In the aftermath of last year’s catastrophic floods, several of the world’s wealthiest and most advanced nations promised to provide Pakistan the funds it needed to recover from the disaster. Around $9 billion was pledged to help the country rebuild back in January, after unprecedented flooding inundated a third of Pakistan, displaced an estimated eight million people and left around 1700 dead. But, nine months on, only 69 per cent of the target has been reached and that too mostly in loans. Loans are hardly something Pakistan needs more off, with the country’s economy already being crushed under a mountain of debt. The $9 billion we sought in January was already a rather modest amount, considering that the government has estimated that the flood disaster ended up costing the country around $30 billion. The reluctance of the rich countries to provide even such conservative amounts in compensation for climate-related disasters is a depressing outcome for developing countries like Pakistan, which are disproportionately affected by the adverse impacts of climate change despite our relatively trivial contribution to the problem. In our case specifically, we are responsible for less than one per cent of greenhouse gas emissions and yet our people are 15 times more likely to die from climate-related disasters.
In response to this blatant breach of trust and responsibility, UN Secretary-General Antonio Guterres labeled the broken promises to rebuild the country as “a litmus test for climate justice” and implored the nations most responsible for global warming to do the most in order to solve the problem. This includes the creation of a “loss and damage” fund that aims to provide financial aid to the countries most vulnerable to the impacts of climate change. While this fund was promised at COP27 last year, it has yet to materialize. Given how lightly the developed world has taken its responsibilities so far, the promise to provide $100 billion in annual climate financing to the developing countries seems a distant dream.
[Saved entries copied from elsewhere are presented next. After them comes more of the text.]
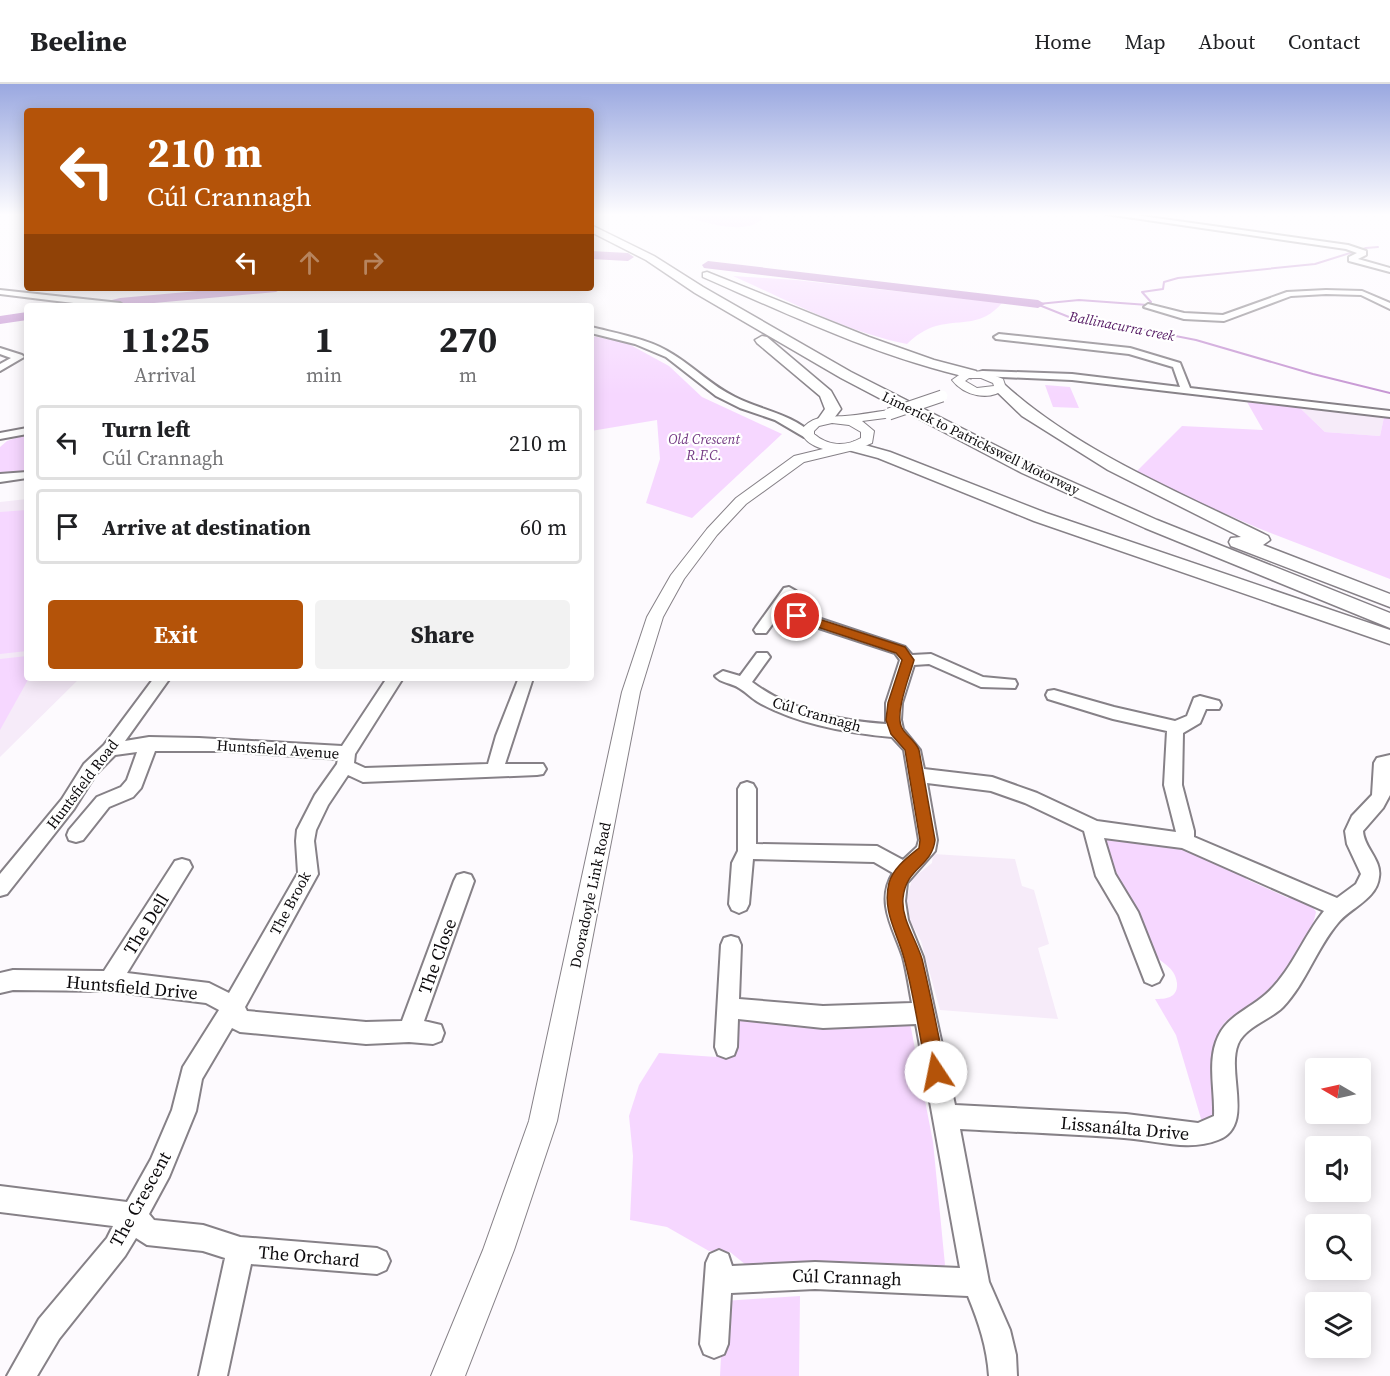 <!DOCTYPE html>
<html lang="en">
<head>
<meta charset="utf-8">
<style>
  body { margin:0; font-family:"Source Serif 4",serif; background:#f2f2f2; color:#202124; height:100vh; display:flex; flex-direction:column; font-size:22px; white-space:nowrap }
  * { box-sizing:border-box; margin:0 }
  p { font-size:20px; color:#757577 }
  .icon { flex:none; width:33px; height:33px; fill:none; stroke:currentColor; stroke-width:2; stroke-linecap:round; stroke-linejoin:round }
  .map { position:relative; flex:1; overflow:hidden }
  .sheet { position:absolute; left:24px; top:219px; width:570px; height:378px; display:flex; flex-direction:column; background:#fff; border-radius:6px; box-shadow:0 3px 15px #0003 }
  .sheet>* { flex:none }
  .hud { position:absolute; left:24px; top:24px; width:570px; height:183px; border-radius:6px; box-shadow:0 3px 15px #0003; background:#b45309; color:#fff; overflow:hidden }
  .needle { width:39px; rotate:279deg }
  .tools { position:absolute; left:1305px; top:974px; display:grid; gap:12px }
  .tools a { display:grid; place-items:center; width:66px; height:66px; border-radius:6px; background:#fff; box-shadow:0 3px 15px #0003; font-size:30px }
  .pin { position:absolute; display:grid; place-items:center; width:51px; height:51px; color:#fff; margin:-26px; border:3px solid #fff; border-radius:50%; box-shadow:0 2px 6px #0007 }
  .me { position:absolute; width:66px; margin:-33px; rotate:349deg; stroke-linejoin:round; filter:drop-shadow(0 0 4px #0008) }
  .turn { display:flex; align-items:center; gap:21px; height:126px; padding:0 24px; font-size:27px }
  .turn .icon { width:78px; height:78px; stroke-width:2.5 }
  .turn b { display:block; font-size:42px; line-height:51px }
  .lanes { display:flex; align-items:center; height:57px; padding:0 24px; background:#0003; justify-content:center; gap:30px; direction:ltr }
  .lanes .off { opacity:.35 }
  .eta { display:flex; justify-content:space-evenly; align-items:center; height:102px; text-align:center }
  .eta b { font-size:36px; font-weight:700; line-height:42px }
  .cta { display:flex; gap:12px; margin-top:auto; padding:12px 24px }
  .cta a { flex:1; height:69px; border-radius:6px; background:#b45309; color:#fff; font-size:24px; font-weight:700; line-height:69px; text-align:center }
  .cta a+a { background:#f2f2f2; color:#202124 }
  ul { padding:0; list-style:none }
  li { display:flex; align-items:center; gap:18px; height:75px; margin:0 12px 9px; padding:0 12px; border:3px solid #e0e0e0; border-radius:6px }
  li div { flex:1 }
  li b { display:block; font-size:22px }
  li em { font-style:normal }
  header { display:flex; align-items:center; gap:36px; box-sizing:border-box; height:84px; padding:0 30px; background:#fff; border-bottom:2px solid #e0e0e0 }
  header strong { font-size:28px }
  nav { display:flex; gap:33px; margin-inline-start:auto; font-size:21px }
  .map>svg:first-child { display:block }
</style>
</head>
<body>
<header>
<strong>Beeline</strong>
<nav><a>Home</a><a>Map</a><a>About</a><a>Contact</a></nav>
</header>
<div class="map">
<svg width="1390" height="1292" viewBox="0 0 1390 1292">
  <rect width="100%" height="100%" fill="#fdfafe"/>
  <path fill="#f6ebf9" d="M 1299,323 L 1384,333 L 1380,352 L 1325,348 Z
    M 27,415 L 27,594 L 80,594 L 0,673 L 0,418 Z
    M 933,770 L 1015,775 L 1022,802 L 1034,806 L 1049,860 L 1038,864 L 1058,935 L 940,926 L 921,857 L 909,835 L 906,818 L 912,795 L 932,779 Z"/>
  <path fill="#f6d7ff" d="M 675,130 L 759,130 L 763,134 C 745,154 699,136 675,130 Z
    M 733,192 L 796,196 L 1002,219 C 981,243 964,235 936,242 C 925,245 915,252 907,260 C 846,248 789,217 733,192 Z
    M 591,252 L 625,258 L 669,282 L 702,313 L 782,350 L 692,434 L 646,419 L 660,375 L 657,336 L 591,347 Z
    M 1045,301 L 1070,303 L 1079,324 L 1053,323 Z
    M 1247,318 L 1299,323 L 1325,348 L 1380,352 L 1384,333 L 1390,334 L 1390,495 L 1258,444 L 1134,390 L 1182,342 L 1263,346 Z
    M 27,350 L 27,388 L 0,390 L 0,363 L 7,357 Z
    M 27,426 L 27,567 L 0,570 L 0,428 Z
    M 27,572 L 29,594 L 0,646 L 0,575 Z
    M 1110,754 L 1183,763 L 1246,791 L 1246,795 L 1288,814 L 1291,810 L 1309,817 L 1316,828 C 1309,863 1281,897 1254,919 C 1241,929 1226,931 1219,948 C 1211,964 1215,1011 1214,1031 L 1202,1038 L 1176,951 L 1155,915 C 1166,915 1178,914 1177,899 C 1175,882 1160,879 1152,868 C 1146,862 1143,851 1139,843 C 1125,816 1114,790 1105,762 L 1106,757 Z
    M 744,933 L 910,939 L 933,1058 L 945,1181 L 940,1185 L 809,1179 L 746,1181 L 730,1168 L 709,1167 L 667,1143 L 630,1136 L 633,1072 L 629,1032 L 639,1001 L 659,969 L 716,973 L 738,936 Z
    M 800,1212 L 799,1292 L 720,1292 L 724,1217 Z"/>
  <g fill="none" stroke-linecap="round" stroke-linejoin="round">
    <path stroke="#c695d3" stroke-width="2" d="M 1038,220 L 1079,216 L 1148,221 L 1151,218 L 1142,208 L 1163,205 L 1164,198 L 1178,194 L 1315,180 L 1366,164 L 1378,163
      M 1039,221 L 1074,235 L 1109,239 L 1196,256 L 1313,290 L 1390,309"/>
    <path fill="#c695d3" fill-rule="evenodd" d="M 591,167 L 628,169 L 634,173 L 628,177 L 591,175 Z
      M 708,177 L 1038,216 L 1045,220 L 1038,224 L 704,184 L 702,181 Z
      M 231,204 L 283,204 L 276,208 L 121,222 L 98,222 L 100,219 L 120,214 Z
      M 27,228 L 27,236 L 0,240 L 0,232 Z"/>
    <defs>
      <path id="minor" d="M 1106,130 L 1127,130 L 1348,161 L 1366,167 L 1366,171 L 1358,175 L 1390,184 L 1390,188 L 1349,177 L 1349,173 L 1357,169 L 1346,165 Z
        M 0,206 L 120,219 L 124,222 L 98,222 L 0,210 Z
        M 1326,206 L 1362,207 L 1390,219 L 1390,225 L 1361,211 L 1326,210 L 1291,212 L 1224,237 L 1184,235 L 1144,223 L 1148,220 L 1184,229 L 1223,231 L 1287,208 Z
        M 591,243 C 618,250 651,255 674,271 C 695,284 712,302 735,313 C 760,326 793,330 813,351 L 812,353 L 804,353 L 775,336 L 740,324 L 716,312 L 666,273 L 635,260 L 591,249 Z
        M 999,250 L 1130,264 L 1180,279 L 1190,304 L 1390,327 L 1390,333 L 1072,296 L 980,292 L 980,288 L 983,287 L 1072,290 L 1180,303 L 1173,283 L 1129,270 L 996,255 L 994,253 Z
        M 0,264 L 22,271 L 24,273 L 0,287 L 0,280 L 11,274 L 0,270 Z
        M 27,344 L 27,350 L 0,355 L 0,349 Z
        M 27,388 L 27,394 L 0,398 L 0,390 Z
        M 789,503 L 796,507 L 785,523 L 905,563 L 912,571 L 931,570 L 983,593 L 1015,596 L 1017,600 L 1015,604 L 981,603 L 929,580 L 914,581 L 902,619 L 901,636 L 903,645 L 920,666 L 924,685 L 992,693 L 1037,709 L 1097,737 L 1176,748 L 1164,701 L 1167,647 L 1113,635 L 1048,615 L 1046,611 L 1048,607 L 1054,606 L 1114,623 L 1175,637 L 1187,632 L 1194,614 L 1200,612 L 1219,617 L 1221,621 L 1219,625 L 1206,625 L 1200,639 L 1183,649 L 1182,701 L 1194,747 L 1194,753 L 1337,814 L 1356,800 L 1361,790 L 1347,760 L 1345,747 L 1352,732 L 1372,711 L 1374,679 L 1377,674 L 1390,671 L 1390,711 L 1383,724 L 1363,747 C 1364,764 1382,776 1379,793 C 1377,815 1350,824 1338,839 C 1316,865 1306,899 1283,923 C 1270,936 1245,943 1238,960 C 1226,989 1255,1042 1218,1056 C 1188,1068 1156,1056 1124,1054 C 1070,1050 1015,1048 960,1045 L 989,1198 L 1010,1246 L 1016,1271 L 1017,1292 L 989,1292 C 987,1263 979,1239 968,1212 L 815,1205 L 731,1209 L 728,1260 L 724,1270 L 714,1274 L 704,1270 L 700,1260 L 706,1179 L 710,1170 L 719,1166 L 728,1170 L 732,1182 L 815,1178 L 960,1184 L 916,940 L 823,944 L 738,935 L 737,963 L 734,971 L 726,974 L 718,971 L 715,963 L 721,861 L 724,854 L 731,852 L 738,854 L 741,861 L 739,915 L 823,922 L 912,919 C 909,904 907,888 903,873 C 894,845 875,818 893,789 L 874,778 L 753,775 L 749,820 L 746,826 L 739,829 L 732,826 L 729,820 L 732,779 L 738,767 L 738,705 L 741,700 L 747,698 L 753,700 L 756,705 L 756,760 L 877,762 L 903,776 L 917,763 L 919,756 L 904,666 L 892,653 C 848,649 797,640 758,618 C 751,614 746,608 739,604 C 732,599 720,599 715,592 L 723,587 L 740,592 L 757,569 L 767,569 L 770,573 L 752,598 C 789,626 840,637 886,640 L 886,619 L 900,576 L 895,569 L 779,531 L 766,549 L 756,549 L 754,546 L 756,543 L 784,504 ZM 927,699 L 991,707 L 1025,719 L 1084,747 L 1096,792 L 1119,831 L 1145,898 L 1152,901 L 1159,898 L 1163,891 L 1138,828 L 1115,790 L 1104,754 L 1182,764 L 1324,827 C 1303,853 1291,888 1266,910 C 1247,927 1225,932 1216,958 C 1208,981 1215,1007 1214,1032 L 1198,1039 L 1126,1030 L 955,1021 L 923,873 L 908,836 L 905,817 L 907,799 L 935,767 L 937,756 Z
        M 154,594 L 170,594 L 125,657 L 149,653 L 199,654 L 342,662 L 387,594 L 403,594 L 355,670 L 354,679 L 365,684 L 488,680 L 496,652 L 518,596 L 519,594 L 533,594 L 505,680 L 543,680 L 546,685 L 543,690 L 537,691 L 363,698 L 348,691 L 328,721 L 316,746 L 314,757 L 318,790 L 245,923 L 247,927 L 366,938 L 402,937 L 454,797 L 457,791 L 464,789 L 471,791 L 474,797 L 424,937 L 441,941 L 444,949 L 441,957 L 433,960 L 409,958 L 366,960 L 240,948 L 232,944 L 202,995 L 196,1027 L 169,1093 L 149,1130 L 154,1136 L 203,1141 L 240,1153 L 377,1164 L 386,1168 L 390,1177 L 386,1186 L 377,1190 L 251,1180 L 227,1292 L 199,1292 L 225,1174 L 203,1167 L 147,1161 L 136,1154 L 125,1172 L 59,1255 L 37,1292 L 7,1292 L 39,1235 L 107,1154 L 113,1142 L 0,1128 L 0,1102 L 127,1118 L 151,1075 L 172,1026 L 183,983 L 219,926 L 206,919 L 110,907 L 13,906 L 0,909 L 0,889 L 13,886 L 104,887 L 175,777 L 182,775 L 189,777 L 192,783 L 127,889 L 209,899 L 229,909 L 298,789 L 296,757 L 297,746 L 315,711 L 337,680 L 338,675 L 228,667 L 155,667 L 141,704 L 133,713 L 109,723 L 83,756 L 76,758 L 69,756 L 67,751 L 69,746 L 97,713 L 121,703 L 127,696 L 137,668 L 115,671 L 96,690 L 74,725 L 7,810 L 0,812 L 0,790 L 62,715 L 84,680 L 104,661 Z"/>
      <path id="major" d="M 983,287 L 1003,295 L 1006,304 C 990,318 964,312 952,296 L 962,289 ZM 969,294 L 981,294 L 993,299 L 994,302 L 977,304 L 965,297 Z
        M 889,326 L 893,327 L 895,330 L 893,333 L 862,337 L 874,347 L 872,359 L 858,365 L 804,378 L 746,420 L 717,451 L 684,495 L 663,533 L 640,608 L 557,1037 L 514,1166 L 465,1292 L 431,1292 L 483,1166 L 529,1037 L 622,608 L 647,533 L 671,491 L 707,445 L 736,414 L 794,372 L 823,365 C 813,362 803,357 801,346 C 813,331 827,333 845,332 C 860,331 874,328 889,326 ZM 832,339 L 849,341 L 861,348 L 861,354 C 845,363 828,362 814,350 L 814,347 L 819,342 Z"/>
      <path id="highway" d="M 591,141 L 654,172 L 703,203 L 851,288 L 1034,381 L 1157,436 L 1390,529 L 1390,544 L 1145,444 L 1022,389 L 841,294 L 695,209 L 646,176 L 591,148 Z
        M 707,188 L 869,253 L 934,276 L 976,287 L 978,290 L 971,294 C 878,273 790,231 703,193 L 703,189 Z
        M 762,252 L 767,253 L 831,307 L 841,325 L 831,338 L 821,338 L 818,335 L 825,325 L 820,312 L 757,259 L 755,256 Z
        M 1000,300 L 1005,301 C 1079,368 1179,408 1268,452 L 1270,456 L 1263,461 L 1390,510 L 1390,523 L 1231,462 L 1229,458 L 1231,454 L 1241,453 L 1108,386 L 1022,332 L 993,304 Z
        M 854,358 L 890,368 L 1046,429 L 1390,546 L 1390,560 L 1034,437 L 878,374 L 848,366 L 846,363 Z"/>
    </defs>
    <use href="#minor" stroke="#868187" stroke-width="4"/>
    <use href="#major" stroke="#868187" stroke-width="2"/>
    <use href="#highway" stroke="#868187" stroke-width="3"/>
    <use href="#minor" fill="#fff" fill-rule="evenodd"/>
    <use href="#major" fill="#fff" fill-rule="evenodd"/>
    <use href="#highway" fill="#fff" fill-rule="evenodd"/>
    <defs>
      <path id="major-bridge" d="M 889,330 L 942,312"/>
    </defs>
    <use href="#major-bridge" stroke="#868187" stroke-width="13" stroke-linecap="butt"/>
    <use href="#major-bridge" stroke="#fff" stroke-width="11"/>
  </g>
  <linearGradient id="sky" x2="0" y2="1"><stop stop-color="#9aa8e0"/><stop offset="0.42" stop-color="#fefdff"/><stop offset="1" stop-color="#fefdff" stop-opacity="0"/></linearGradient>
  <rect width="1390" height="311" fill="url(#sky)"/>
  <path fill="#b45309" stroke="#753606" stroke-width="1.5" d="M 797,528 L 905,563 L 914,576 C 910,591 894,630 902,644 C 906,652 915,656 919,666 L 935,756 C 932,783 906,783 903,814 C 901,835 916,855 922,875 C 931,912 938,950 946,988 L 943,994 L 936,997 L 930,994 L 927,988 C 919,950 914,911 904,874 C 897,848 882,827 889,799 C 893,784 908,773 919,764 L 920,756 L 905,666 L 891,650 L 886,636 L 888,619 L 902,576 L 896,569 L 793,535 L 793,529 Z"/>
  <g text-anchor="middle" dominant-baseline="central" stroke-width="4.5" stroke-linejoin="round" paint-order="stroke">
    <g font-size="14" font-style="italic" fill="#531862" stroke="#fff">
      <text transform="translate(1122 242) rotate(11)">Ballinacurra creek</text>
    </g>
    <g font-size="14" font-style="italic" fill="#733983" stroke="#fff">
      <text x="704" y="355">Old Crescent<tspan x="704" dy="16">R.F.C.</tspan></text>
    </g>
    <g font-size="14" fill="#0d0b0d" stroke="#fff">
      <text transform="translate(981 359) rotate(26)">Limerick to Patrickswell Motorway</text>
    </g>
    <g font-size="15" fill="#0d0b0d" stroke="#fff">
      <text transform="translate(817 630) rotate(16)">Cúl Crannagh</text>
      <text transform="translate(278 665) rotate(4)">Huntsfield Avenue</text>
      <text transform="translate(82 700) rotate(-53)">Huntsfield Road</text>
      <text transform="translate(590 811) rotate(-78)">Dooradoyle Link Road</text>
      <text transform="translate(290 819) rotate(-62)">The Brook</text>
    </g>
    <g font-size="18" fill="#0d0b0d" stroke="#fff">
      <text transform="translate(146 840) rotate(-58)">The Dell</text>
      <text transform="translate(437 872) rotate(-70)">The Close</text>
      <text transform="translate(132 903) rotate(5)">Huntsfield Drive</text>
      <text transform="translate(1125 1044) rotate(5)">Lissanálta Drive</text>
      <text transform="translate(140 1115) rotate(-61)">The Crescent</text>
      <text transform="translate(309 1172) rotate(5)">The Orchard</text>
      <text transform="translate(847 1193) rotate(2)">Cúl Crannagh</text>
    </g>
  </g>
</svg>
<div class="tools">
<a><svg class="needle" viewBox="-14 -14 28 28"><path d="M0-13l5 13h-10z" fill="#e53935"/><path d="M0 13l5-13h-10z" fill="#757577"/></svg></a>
<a><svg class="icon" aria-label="sound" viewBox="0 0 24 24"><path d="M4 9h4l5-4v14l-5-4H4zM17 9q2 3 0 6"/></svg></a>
<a><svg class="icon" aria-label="search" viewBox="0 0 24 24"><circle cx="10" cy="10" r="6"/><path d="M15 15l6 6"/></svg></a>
<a><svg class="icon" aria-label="layers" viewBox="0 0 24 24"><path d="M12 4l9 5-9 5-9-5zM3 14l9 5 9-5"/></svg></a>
</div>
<div class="pin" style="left:797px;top:532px;background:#d93025"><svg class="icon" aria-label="arrive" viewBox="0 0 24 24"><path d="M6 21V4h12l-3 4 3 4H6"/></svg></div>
<svg class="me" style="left:936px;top:988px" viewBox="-20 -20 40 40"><circle r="19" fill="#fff"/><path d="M0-13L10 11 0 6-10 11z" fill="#b45309"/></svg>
<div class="hud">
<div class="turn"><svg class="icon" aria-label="left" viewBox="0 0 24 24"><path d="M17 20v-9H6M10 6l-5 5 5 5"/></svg><div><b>210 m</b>Cúl Crannagh</div></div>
<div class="lanes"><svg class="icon" aria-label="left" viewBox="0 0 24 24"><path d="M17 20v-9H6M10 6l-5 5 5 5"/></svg><svg class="icon off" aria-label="ahead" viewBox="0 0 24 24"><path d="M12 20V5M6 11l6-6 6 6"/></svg><svg class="icon off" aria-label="right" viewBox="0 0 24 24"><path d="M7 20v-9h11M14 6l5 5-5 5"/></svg></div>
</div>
<section class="sheet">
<div class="eta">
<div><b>11:25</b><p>Arrival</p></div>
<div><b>1</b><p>min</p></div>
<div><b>270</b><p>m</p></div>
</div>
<ul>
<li><svg class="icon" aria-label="left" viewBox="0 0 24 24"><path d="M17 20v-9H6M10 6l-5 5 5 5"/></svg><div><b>Turn left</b><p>Cúl Crannagh</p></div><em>210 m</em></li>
<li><svg class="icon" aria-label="arrive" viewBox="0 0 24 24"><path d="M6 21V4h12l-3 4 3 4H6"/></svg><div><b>Arrive at destination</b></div><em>60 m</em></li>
</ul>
<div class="cta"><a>Exit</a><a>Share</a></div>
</section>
</div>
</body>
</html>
One hopes that the upcoming COP28 might be a turning point not just for the prospects of the loss and damage fund, but for how seriously the wealthy nations take their climate justice obligations in general. Meanwhile, many of those affected by the floods of 2022 are still waiting for help and not only have they been let down by the international community but their own government as well. Unicef estimates that around eight million people in the flood affected areas, around half of whom are children, still lack access to safe drinking water. Civil society organizations involved in the relief efforts claim that in some of the worst-affected districts, hundreds of acres of agricultural land are still inundated, schools and dispensaries have not been rebuilt and remain closed and that local residents are complaining that cash handouts from the government are beginning to dry-up. Others experts have claimed that the rehabilitation plans the government shared with the international community lacked sufficient detail and that relief efforts lack transparency. Having been let down by every person in an official position with a responsibility to help, it remains unclear who exactly the flood victims are supposed to turn to now. There is also the question of where Pakistan will get the substantial funds it needs to meet its climate needs over the coming years. The rich countries seem reluctant to part with their cash and only do so when there are guarantees they will get their money back, while our government remains as incompetent and bereft of answers as ever.